* _Problem to work on_
Check each line of the records for "Order"; collect those that have it.

*** The data ***

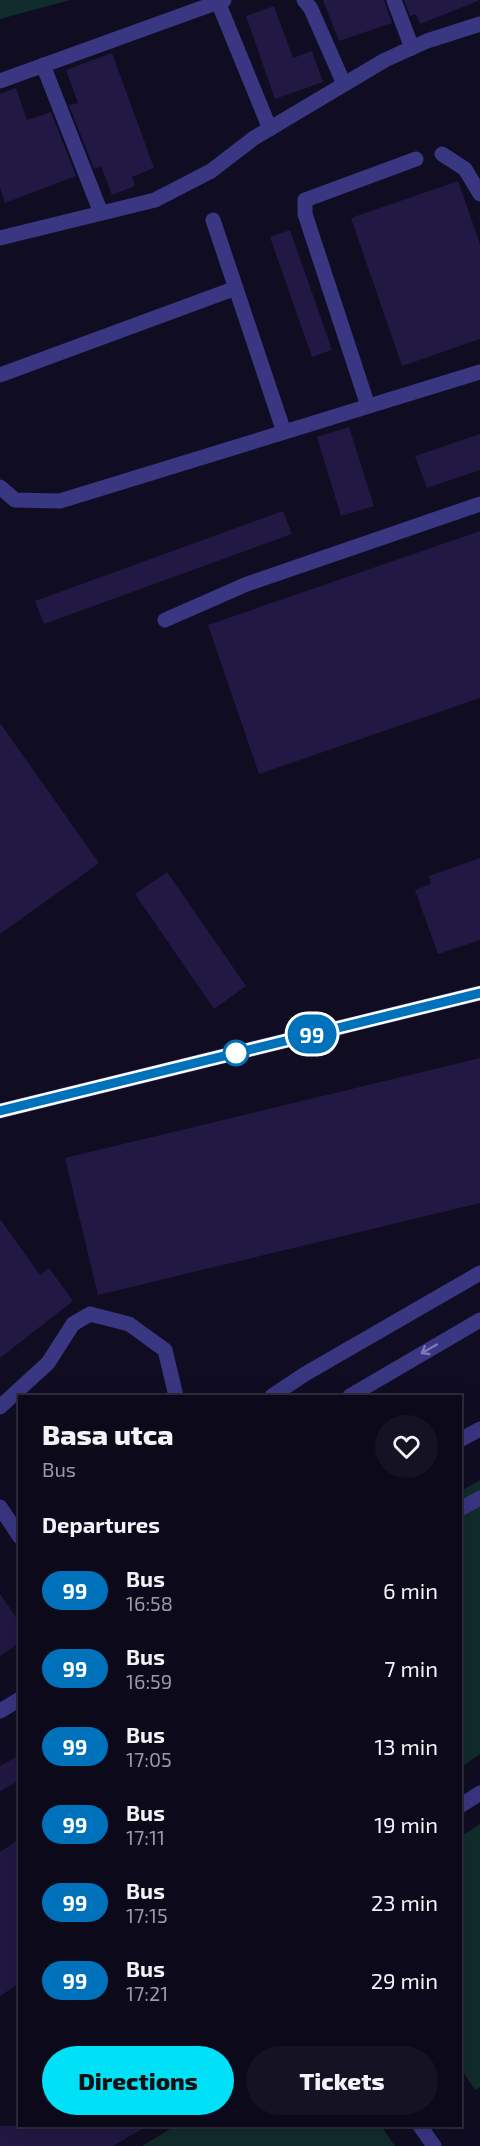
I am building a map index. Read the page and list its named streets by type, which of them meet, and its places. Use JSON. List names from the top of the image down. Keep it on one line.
{"lines":["bus line 99"],"page":{"on_map":"99","heading":[["Basa utca","Bus"],"Departures"],"list":[{"mark":"99","name":"Bus","note":"16:58","value":"6 min"},{"mark":"99","name":"Bus","note":"16:59","value":"7 min"},{"mark":"99","name":"Bus","note":"17:05","value":"13 min"},{"mark":"99","name":"Bus","note":"17:11","value":"19 min"},{"mark":"99","name":"Bus","note":"17:15","value":"23 min"},{"mark":"99","name":"Bus","note":"17:21","value":"29 min"}],"buttons":["Directions","Tickets"]}}
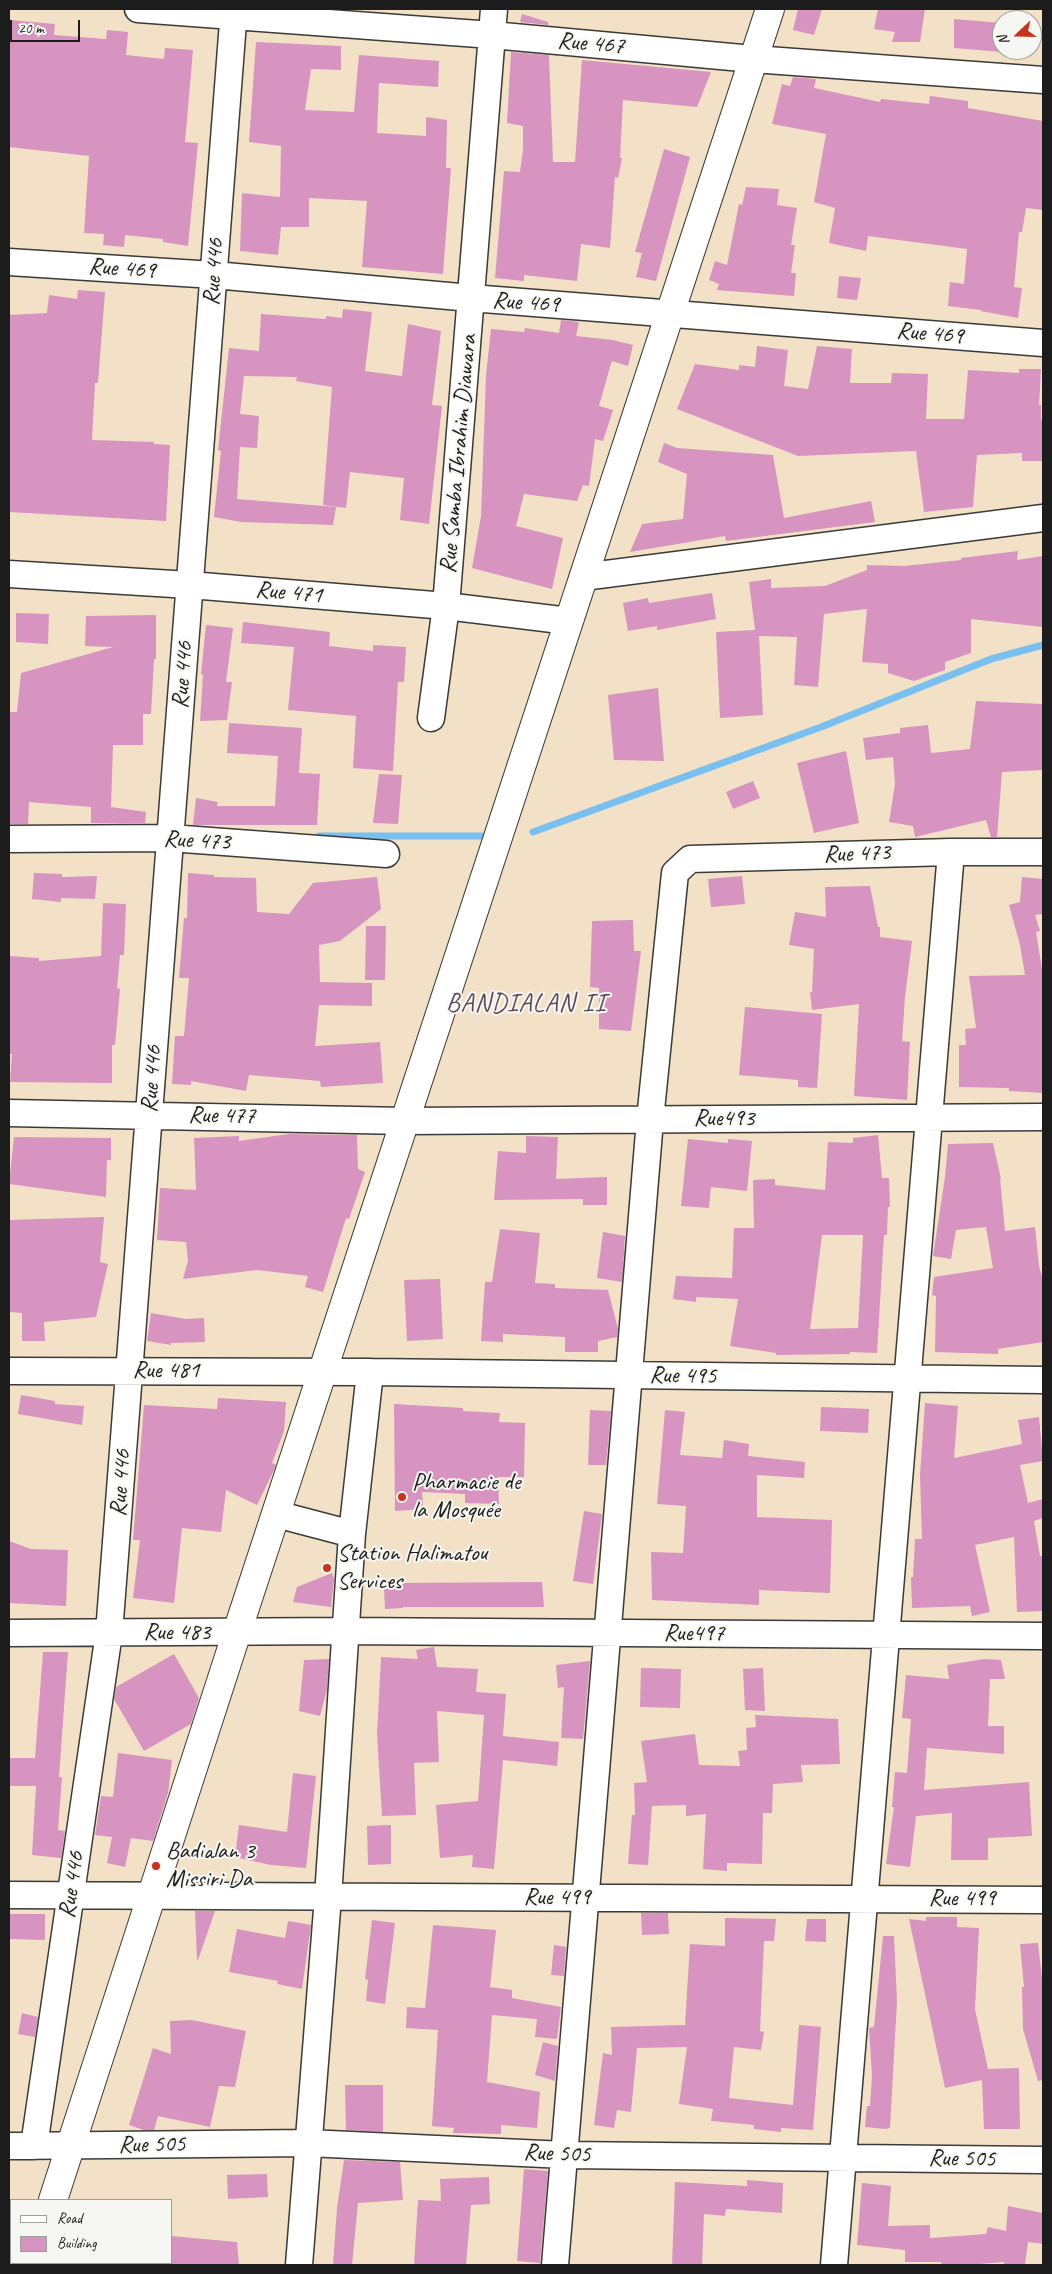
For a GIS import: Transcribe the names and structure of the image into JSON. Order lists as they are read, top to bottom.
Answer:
{
  "streets": {
    "street": [
      "Rue 467",
      "Rue 469",
      "Rue 446",
      "Rue Samba Ibrahim Diawara",
      "Rue 471",
      "Rue 473",
      "Rue 477",
      "Rue493",
      "Rue 481",
      "Rue 495",
      "Rue 483",
      "Rue497",
      "Rue 499",
      "Rue 505"
    ]
  },
  "crossings": [
    ["Rue 467", "Rue 446"],
    ["Rue 467", "Rue Samba Ibrahim Diawara"],
    ["Rue 469", "Rue 446"],
    ["Rue 469", "Rue Samba Ibrahim Diawara"],
    ["Rue 446", "Rue 471"],
    ["Rue 446", "Rue 473"],
    ["Rue 446", "Rue 477"],
    ["Rue 446", "Rue 481"],
    ["Rue 446", "Rue 483"],
    ["Rue 446", "Rue 499"],
    ["Rue 446", "Rue 505"],
    ["Rue Samba Ibrahim Diawara", "Rue 471"],
    ["Rue 473", "Rue493"],
    ["Rue 477", "Rue493"],
    ["Rue 481", "Rue 495"],
    ["Rue 483", "Rue497"]
  ],
  "districts": ["BANDIALAN II"],
  "places": ["Pharmacie de la Mosquée", "Station Halimatou Services", "Badialan 3 Missiri Da"],
  "legend": ["Road", "Building"],
  "scale_bar": "20 m",
  "north": "left"
}
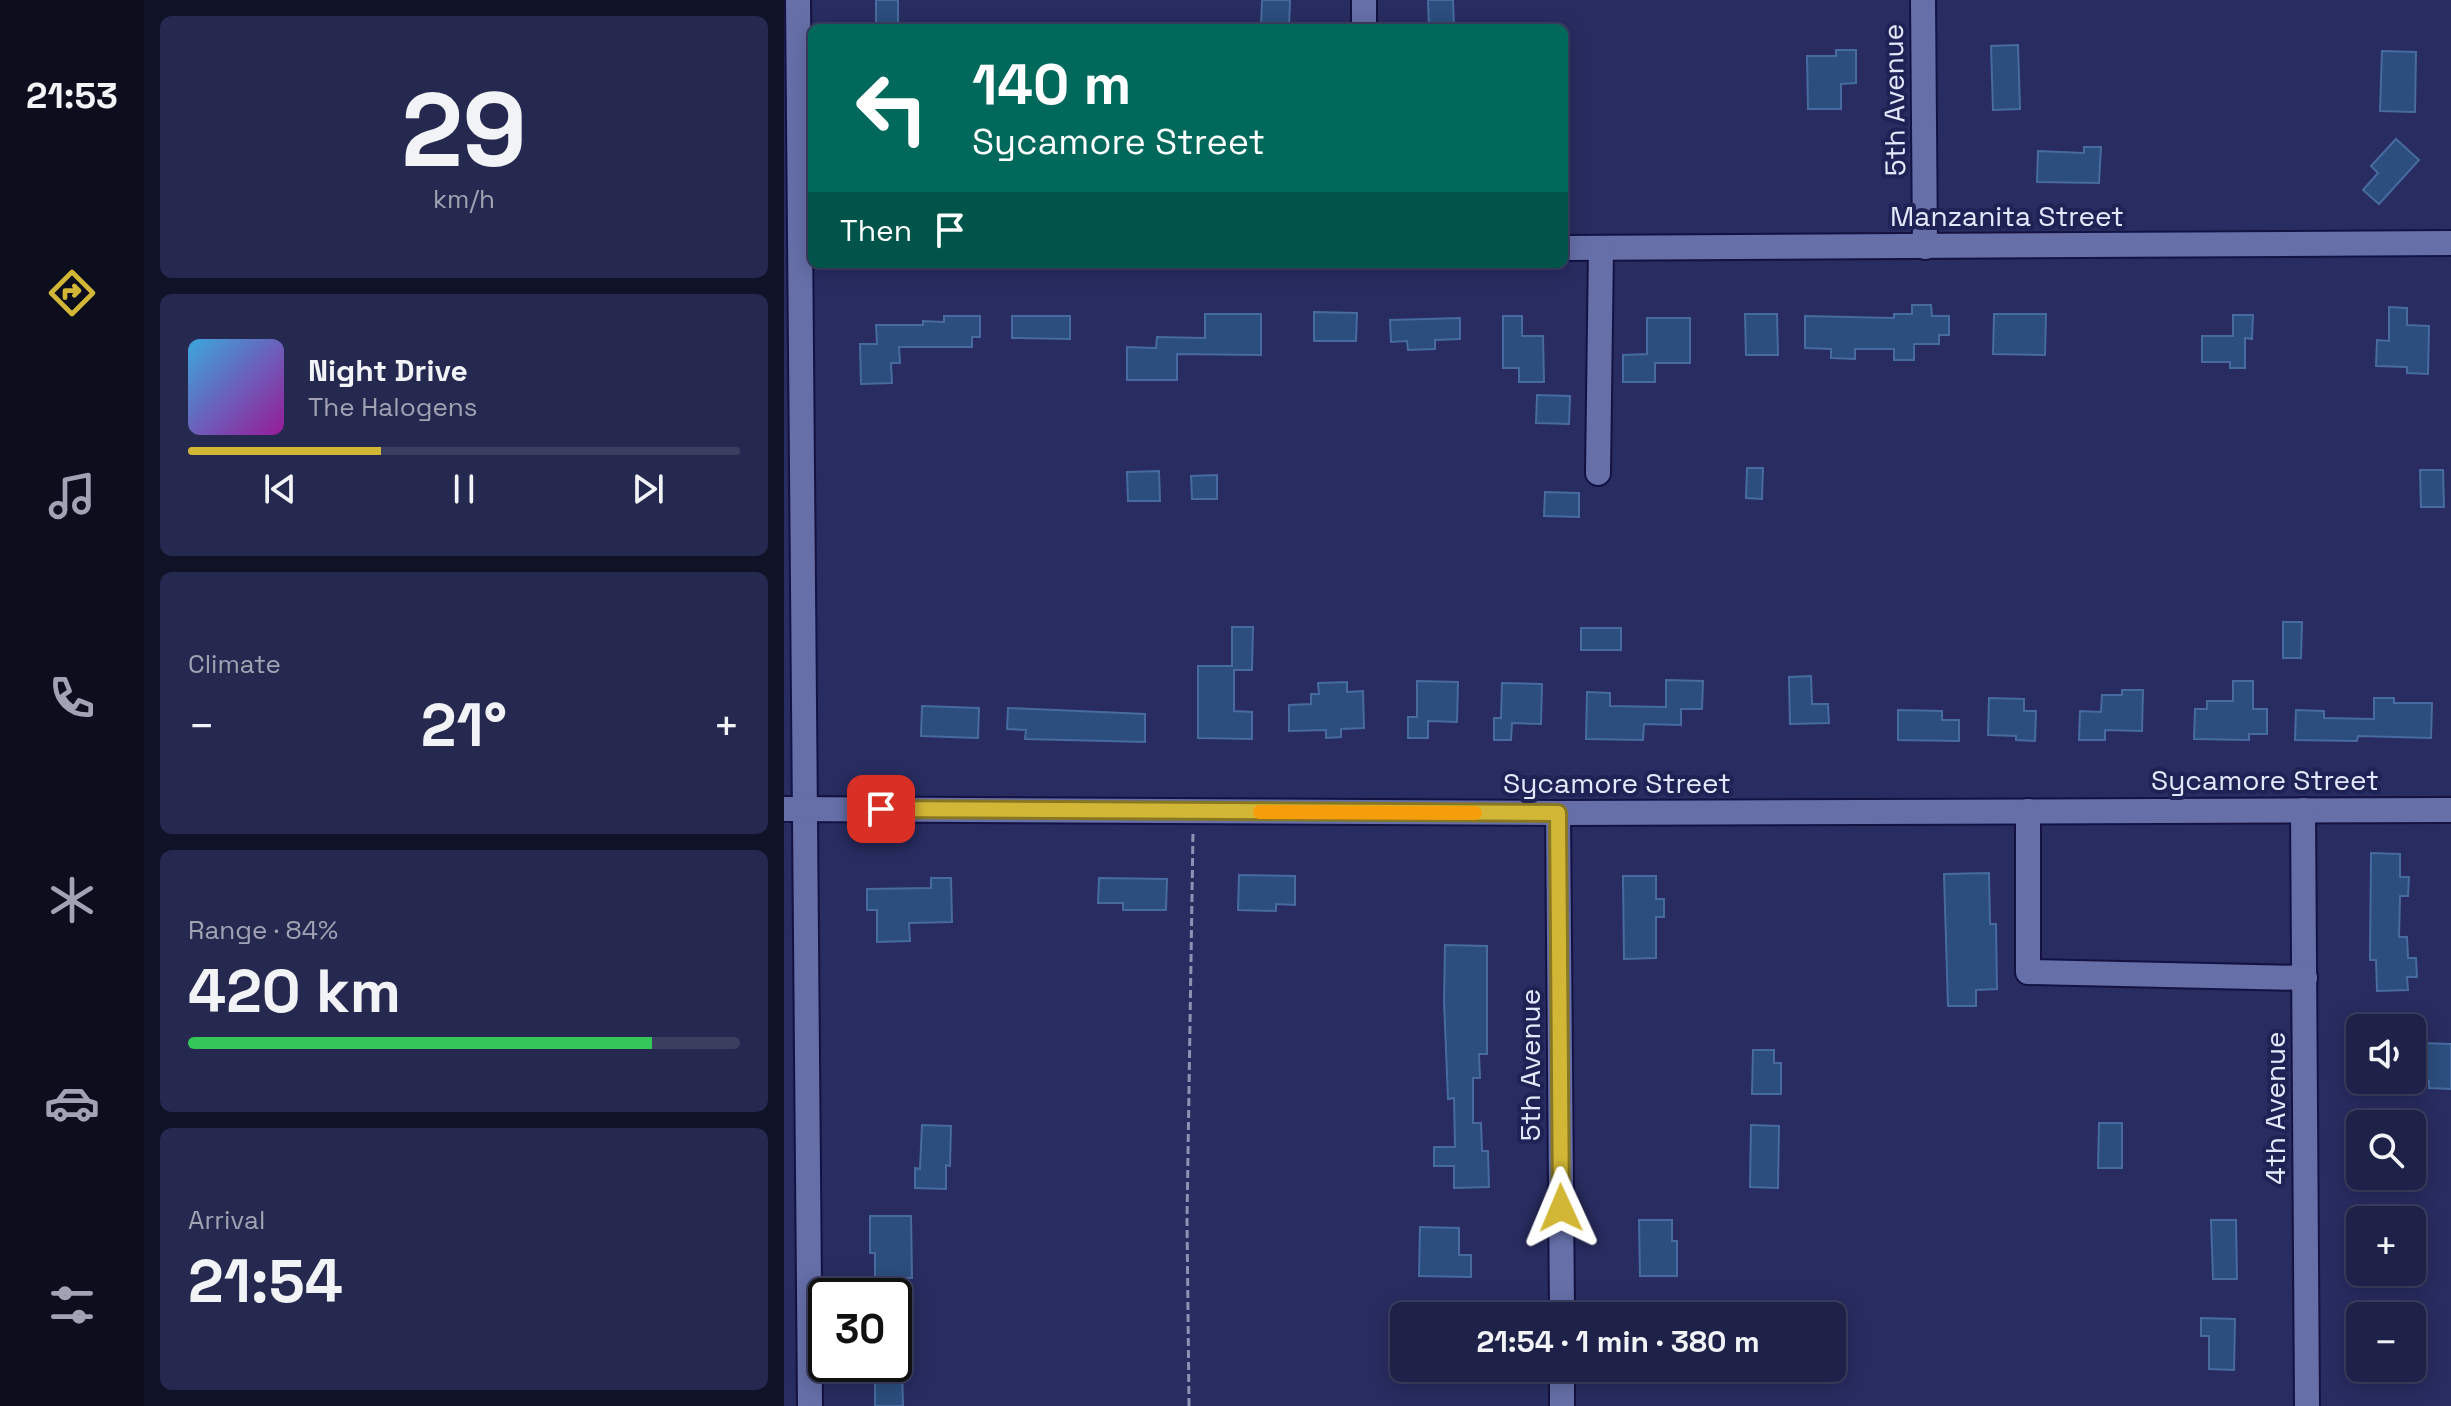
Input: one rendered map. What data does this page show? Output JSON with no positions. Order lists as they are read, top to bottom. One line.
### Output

*** End of The data ***

* _Response_
For a GIS import: Transcribe the names and structure of the image into JSON. Order lists as they are read, top to bottom.
Input: one rendered map. What data does this page show? Output JSON with no positions. Order lists as they are read, top to bottom. One line.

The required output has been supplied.